The input:

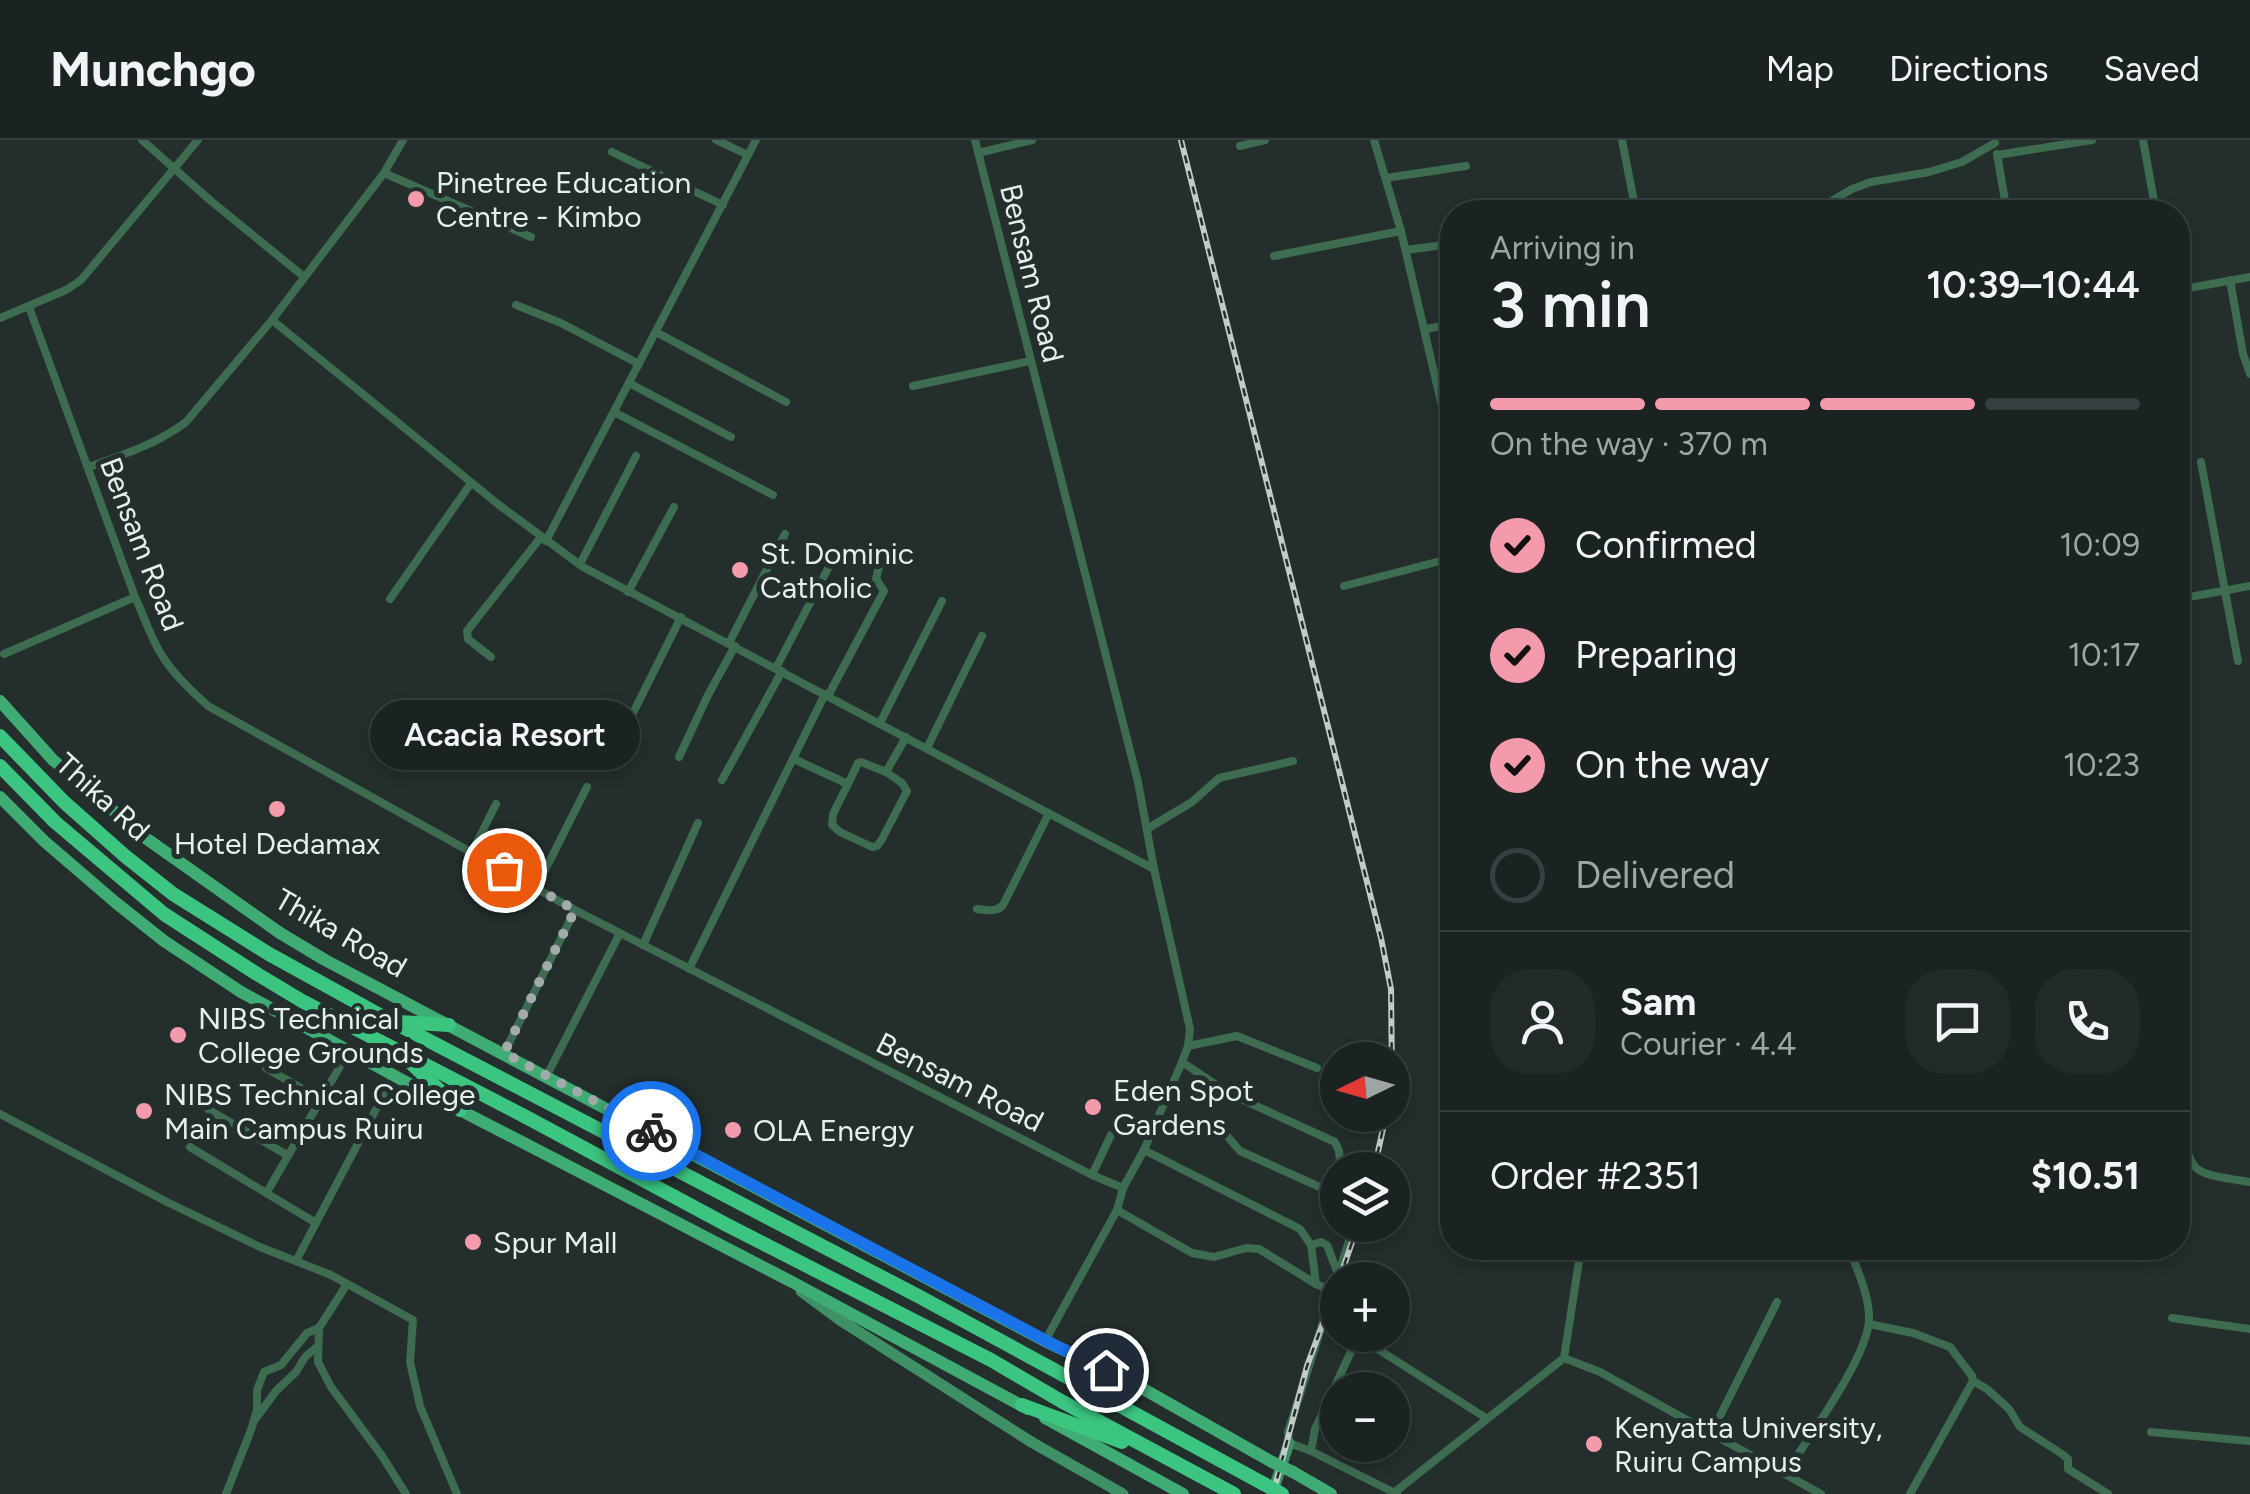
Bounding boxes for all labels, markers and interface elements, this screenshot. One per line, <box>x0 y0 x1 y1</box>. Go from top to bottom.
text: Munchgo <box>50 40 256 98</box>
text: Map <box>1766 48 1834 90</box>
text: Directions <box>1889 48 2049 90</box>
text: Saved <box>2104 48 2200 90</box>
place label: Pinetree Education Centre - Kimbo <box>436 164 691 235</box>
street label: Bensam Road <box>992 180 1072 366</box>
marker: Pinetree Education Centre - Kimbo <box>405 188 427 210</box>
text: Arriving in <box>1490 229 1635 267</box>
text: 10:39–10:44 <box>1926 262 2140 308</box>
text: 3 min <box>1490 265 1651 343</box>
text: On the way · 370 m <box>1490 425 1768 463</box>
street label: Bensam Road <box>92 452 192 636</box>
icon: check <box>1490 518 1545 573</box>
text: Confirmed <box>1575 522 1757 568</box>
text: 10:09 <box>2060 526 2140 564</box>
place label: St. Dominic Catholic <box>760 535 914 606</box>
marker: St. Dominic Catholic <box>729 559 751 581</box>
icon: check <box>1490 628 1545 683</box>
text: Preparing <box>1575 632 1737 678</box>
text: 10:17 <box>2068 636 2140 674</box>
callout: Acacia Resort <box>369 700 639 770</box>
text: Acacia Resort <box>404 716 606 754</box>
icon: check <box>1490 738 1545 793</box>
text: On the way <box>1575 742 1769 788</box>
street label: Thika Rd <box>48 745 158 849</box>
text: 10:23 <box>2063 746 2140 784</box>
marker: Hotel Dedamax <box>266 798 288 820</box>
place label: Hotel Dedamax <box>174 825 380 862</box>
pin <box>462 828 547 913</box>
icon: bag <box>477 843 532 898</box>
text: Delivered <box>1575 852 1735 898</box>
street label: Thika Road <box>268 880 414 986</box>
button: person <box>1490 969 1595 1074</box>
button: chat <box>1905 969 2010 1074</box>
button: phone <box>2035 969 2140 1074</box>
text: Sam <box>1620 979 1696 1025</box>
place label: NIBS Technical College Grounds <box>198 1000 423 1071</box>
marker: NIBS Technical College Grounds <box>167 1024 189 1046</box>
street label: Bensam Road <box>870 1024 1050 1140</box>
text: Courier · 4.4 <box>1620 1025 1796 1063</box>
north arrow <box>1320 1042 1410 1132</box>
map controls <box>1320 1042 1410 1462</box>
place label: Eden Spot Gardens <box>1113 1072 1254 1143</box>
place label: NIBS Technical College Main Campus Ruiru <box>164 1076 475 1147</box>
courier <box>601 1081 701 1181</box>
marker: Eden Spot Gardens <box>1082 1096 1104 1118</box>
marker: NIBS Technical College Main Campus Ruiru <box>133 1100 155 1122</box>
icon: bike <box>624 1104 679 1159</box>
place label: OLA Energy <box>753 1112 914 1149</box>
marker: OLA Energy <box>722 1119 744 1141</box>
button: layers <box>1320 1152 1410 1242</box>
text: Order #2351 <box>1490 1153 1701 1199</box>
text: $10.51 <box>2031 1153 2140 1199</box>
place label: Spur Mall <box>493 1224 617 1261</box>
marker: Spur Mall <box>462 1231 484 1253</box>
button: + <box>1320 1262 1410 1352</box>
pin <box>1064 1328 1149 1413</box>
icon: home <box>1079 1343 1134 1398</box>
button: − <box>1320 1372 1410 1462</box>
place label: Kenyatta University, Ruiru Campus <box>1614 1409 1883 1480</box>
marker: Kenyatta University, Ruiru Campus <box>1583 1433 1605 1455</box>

Problem requirements:
Copy each line of the records that has "Resort" in it.

Result:
callout: Acacia Resort <box>369 700 639 770</box>
text: Acacia Resort <box>404 716 606 754</box>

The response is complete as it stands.